Washington, D.C.—The U.S. Transportation Department (DOT) last week opened an investigation of airline frequent-flier programs, and it's about time.
The old adage about wheels of justice turning slowly usually well describes the antitrust activities of the Justice Department (DOJ) and Federal Trade Commission (FTC). Only in recent years has the government begun to awaken to the rampant price-fixing in our economy that consumers have been accustomed to for decades. Runaway inflation shed light on how little choice Americans have in grocery stores, probably prompting FTC qualms over the Kroger-Albertson merger. Sky-high rents and a housing shortage similarly have prompted DOJ attention to rent-fixing.
Now it seems the emphasis is on the wheels part of the old adage, as DOT takes a belated interest in the airlines. Absurdly high prices, especially in domestic travel, probably stirred the agency giant. The Biden Administration and Buttigieg DOT have largely failed to deliver on infrastructure promises. So it's pleasing to see a glimmer of concern for consumer welfare vis-脿-vis ever more profitable providers.
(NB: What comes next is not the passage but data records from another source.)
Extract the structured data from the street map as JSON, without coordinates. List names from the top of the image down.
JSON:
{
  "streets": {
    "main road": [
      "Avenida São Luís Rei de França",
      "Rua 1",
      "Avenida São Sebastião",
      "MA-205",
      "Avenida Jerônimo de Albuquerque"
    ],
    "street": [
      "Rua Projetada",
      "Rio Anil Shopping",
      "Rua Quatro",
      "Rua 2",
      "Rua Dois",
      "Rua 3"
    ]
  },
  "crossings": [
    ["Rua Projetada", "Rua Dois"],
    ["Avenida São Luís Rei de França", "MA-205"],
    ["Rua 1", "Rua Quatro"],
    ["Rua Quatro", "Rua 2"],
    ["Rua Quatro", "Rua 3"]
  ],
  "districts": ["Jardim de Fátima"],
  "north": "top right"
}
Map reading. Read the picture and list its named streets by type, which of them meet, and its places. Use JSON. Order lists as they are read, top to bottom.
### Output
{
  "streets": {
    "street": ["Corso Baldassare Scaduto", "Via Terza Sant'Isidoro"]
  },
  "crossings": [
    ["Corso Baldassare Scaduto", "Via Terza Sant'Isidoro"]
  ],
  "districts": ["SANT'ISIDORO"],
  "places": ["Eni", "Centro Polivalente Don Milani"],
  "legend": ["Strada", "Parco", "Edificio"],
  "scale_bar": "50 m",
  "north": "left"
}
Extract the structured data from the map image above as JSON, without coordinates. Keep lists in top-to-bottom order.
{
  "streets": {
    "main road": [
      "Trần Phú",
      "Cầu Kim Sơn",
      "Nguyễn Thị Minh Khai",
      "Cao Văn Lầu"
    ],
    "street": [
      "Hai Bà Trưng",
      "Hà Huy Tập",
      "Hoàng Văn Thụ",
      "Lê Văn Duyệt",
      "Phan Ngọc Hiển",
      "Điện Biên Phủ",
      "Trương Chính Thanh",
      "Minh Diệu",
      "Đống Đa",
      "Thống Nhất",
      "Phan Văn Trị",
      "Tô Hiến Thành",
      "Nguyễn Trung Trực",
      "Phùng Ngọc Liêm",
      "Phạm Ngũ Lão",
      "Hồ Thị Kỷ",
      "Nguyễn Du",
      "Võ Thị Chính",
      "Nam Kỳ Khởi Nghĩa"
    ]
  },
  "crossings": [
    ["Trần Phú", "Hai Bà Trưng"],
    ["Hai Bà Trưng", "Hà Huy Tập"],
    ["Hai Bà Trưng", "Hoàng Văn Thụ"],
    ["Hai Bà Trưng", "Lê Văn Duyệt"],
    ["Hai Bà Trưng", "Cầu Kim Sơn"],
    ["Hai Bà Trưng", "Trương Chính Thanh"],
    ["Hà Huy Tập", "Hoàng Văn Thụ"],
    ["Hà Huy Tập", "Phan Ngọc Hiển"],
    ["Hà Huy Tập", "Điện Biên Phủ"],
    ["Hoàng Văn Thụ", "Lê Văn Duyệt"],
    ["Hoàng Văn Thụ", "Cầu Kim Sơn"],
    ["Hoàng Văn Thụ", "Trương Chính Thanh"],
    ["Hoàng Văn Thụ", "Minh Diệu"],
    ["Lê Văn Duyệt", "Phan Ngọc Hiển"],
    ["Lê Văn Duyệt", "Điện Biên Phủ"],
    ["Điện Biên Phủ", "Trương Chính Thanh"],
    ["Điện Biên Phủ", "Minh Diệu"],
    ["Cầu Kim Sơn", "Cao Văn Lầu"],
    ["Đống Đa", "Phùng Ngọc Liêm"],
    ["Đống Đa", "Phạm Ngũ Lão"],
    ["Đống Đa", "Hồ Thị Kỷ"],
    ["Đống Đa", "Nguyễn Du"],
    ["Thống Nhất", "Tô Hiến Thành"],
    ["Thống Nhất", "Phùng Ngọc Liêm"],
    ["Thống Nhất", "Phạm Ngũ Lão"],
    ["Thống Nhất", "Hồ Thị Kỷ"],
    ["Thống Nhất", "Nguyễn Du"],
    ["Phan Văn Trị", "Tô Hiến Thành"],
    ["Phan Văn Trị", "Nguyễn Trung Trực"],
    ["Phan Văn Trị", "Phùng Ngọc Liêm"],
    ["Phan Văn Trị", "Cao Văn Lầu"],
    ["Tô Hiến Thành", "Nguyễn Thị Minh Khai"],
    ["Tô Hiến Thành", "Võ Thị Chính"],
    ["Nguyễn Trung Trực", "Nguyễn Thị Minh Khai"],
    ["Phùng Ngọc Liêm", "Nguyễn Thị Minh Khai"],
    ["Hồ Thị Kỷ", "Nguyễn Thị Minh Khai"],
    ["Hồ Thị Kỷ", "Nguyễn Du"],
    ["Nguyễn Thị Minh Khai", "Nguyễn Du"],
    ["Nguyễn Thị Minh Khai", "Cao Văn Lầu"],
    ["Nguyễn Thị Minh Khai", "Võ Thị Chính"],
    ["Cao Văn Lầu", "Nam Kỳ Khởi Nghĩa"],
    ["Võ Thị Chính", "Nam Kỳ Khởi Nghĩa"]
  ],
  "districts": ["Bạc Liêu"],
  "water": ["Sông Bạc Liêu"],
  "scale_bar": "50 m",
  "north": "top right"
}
A window view sometimes makes flying a tiny bit less miserable. RJ Peltz-Steele CC BY-NC-SA 4.0 |
As to domestic air travel, I remember President Obama saying the economy's great, but workers might have to move for jobs. Meanwhile we're encouraged to have multi-generational households to care for our elderly, and the great economy compels college grads to move back in with their parents. Is the whole family supposed to move to the same place at the same time? Air travel is a necessity for families in the vast geography of our national labor market, yet we continue to allow our oversized airlines, themselves products of mergers that should not have been allowed, to operate as if they're concierges of bespoke services.
Bespoke is ever less the consumer experience, even as prices soar. Six of my last six domestic flights, all on American Airlines, were hours late. I would be due a huge compensation check were I in the EU. From American Airlines? Nothing. To the contrary, I had to foot the bill out of pocket for transfers and overnights in pricey cities such as Chicago and D.C., else sleep in the airport. The Buttigieg DOT and Congress keep making noise about passenger compensation. But noise, to appease the electorate, is all it's amounted to. Don't even get me started on sticky trays, filthy seats, and cramped spaces on packed planes.
We All Fall Down
As to infrastructure promises, if you're thinking, "well, the Republican Congress": Save it. I don't want to hear it. The whole thing about Joe was his ability to reach across the aisle. And I didn't vote for either one of them, so if ever you tire of see-sawing between obstructionist opponents as an excuse for getting nothing done, stop voting for the only thing you're offered and come talk to me about how we dismantle the two-party system. Consumer choice indeed.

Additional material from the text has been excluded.